Task to complete: I need every line of the material below that includes the string "setLineDash".

Source information:
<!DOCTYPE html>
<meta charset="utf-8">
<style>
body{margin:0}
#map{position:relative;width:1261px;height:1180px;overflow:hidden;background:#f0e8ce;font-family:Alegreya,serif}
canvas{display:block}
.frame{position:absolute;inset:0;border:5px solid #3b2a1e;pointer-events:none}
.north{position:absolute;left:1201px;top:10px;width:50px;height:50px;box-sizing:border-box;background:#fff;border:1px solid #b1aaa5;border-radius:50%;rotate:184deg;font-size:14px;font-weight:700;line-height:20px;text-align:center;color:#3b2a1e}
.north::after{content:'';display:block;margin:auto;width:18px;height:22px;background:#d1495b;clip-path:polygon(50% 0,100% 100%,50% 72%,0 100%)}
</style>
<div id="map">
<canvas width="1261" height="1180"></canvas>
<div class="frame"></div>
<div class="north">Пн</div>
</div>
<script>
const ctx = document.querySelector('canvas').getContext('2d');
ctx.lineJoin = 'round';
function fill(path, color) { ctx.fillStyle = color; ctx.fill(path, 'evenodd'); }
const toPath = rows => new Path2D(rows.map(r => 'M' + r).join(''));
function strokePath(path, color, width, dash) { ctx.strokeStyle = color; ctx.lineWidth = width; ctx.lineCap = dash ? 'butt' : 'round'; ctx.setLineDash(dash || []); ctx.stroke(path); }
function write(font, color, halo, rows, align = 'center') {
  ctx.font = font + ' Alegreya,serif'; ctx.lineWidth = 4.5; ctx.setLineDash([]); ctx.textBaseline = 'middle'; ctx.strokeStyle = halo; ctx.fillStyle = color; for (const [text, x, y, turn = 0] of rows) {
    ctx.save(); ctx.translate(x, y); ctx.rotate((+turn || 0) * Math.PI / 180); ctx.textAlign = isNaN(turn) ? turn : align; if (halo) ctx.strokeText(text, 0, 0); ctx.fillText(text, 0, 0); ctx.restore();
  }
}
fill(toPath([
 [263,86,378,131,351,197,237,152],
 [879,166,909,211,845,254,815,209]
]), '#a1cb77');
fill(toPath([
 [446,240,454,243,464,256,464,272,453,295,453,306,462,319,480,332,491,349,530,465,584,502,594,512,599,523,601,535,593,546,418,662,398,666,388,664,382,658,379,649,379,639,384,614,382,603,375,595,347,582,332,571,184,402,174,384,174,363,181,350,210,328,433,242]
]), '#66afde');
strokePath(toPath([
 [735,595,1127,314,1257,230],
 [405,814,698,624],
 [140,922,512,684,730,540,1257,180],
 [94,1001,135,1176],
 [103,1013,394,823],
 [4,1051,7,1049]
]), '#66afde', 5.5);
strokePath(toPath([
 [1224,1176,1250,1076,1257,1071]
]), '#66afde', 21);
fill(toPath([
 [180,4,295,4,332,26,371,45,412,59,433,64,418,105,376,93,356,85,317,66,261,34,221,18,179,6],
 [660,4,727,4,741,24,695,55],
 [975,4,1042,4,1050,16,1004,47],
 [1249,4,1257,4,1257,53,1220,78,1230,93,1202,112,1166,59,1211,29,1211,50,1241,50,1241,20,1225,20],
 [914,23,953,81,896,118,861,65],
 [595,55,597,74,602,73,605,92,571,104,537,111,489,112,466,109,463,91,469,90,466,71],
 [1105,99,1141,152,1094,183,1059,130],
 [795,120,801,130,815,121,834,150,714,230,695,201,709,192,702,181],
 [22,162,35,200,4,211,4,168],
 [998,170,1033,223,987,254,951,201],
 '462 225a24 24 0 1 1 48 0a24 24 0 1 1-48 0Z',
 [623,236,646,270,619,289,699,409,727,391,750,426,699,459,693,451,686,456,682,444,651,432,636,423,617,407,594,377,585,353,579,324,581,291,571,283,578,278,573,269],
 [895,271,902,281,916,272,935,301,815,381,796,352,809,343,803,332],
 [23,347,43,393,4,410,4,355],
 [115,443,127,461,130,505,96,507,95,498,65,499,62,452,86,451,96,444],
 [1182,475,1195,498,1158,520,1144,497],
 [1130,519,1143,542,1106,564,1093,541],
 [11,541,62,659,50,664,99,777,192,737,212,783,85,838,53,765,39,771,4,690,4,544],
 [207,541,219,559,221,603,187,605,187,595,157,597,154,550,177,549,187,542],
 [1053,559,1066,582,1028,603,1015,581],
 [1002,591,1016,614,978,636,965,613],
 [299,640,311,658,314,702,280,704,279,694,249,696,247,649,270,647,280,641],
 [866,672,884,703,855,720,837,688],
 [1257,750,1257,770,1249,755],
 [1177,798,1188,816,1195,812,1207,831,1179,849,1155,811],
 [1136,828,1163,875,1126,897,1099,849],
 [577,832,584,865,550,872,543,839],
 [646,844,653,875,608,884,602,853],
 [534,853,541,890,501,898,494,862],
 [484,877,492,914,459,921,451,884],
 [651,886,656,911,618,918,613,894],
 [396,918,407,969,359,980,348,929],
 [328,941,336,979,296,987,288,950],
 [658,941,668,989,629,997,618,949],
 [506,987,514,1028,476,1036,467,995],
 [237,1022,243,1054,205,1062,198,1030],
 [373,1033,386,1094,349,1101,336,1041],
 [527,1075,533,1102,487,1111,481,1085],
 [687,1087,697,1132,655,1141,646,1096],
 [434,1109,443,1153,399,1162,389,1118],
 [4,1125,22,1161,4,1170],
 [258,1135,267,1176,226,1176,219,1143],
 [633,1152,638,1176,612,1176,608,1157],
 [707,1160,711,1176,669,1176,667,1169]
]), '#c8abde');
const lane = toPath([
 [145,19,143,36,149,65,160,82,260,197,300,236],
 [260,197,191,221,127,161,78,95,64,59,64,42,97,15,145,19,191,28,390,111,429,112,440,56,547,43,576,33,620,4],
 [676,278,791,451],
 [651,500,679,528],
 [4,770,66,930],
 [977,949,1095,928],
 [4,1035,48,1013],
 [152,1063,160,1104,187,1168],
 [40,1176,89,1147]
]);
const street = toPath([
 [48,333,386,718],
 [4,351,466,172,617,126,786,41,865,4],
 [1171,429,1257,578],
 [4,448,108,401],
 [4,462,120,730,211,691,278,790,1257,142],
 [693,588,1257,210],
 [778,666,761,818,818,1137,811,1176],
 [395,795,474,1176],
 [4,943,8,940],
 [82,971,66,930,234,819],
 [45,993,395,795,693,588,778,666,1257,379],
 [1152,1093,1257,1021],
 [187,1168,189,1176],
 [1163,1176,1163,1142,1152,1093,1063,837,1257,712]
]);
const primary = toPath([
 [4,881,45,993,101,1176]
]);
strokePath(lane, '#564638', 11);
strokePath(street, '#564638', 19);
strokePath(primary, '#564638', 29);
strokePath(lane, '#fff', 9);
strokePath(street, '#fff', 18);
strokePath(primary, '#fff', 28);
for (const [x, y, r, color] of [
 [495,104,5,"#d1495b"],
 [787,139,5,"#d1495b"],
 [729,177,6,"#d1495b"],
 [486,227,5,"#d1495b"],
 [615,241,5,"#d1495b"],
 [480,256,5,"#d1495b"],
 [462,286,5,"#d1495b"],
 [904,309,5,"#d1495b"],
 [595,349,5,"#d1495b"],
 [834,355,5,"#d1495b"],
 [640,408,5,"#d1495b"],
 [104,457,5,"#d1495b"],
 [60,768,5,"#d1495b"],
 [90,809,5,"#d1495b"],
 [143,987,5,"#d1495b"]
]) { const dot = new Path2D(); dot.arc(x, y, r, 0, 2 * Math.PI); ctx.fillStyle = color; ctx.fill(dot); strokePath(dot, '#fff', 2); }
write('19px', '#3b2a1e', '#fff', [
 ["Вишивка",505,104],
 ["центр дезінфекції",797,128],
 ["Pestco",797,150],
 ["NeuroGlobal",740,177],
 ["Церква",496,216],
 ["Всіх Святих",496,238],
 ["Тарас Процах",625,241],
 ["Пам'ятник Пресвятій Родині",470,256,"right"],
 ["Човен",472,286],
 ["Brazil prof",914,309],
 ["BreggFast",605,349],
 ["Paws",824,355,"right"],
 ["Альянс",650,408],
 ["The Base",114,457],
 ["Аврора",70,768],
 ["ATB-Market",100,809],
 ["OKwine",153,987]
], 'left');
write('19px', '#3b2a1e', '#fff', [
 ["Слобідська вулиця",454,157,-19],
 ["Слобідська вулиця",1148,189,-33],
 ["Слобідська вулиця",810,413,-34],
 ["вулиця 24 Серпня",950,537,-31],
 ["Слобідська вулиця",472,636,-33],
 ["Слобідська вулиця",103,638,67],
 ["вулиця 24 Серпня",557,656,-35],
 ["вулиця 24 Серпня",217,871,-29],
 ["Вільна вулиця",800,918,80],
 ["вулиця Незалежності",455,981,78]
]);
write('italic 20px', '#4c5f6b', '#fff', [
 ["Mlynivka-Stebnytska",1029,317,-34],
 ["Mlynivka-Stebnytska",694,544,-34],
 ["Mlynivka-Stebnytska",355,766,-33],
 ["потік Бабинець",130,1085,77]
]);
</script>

Solution:
function strokePath(path, color, width, dash) { ctx.strokeStyle = color; ctx.lineWidth = width; ctx.lineCap = dash ? 'butt' : 'round'; ctx.setLineDash(dash || []); ctx.stroke(path); }
  ctx.font = font + ' Alegreya,serif'; ctx.lineWidth = 4.5; ctx.setLineDash([]); ctx.textBaseline = 'middle'; ctx.strokeStyle = halo; ctx.fillStyle = color; for (const [text, x, y, turn = 0] of rows) {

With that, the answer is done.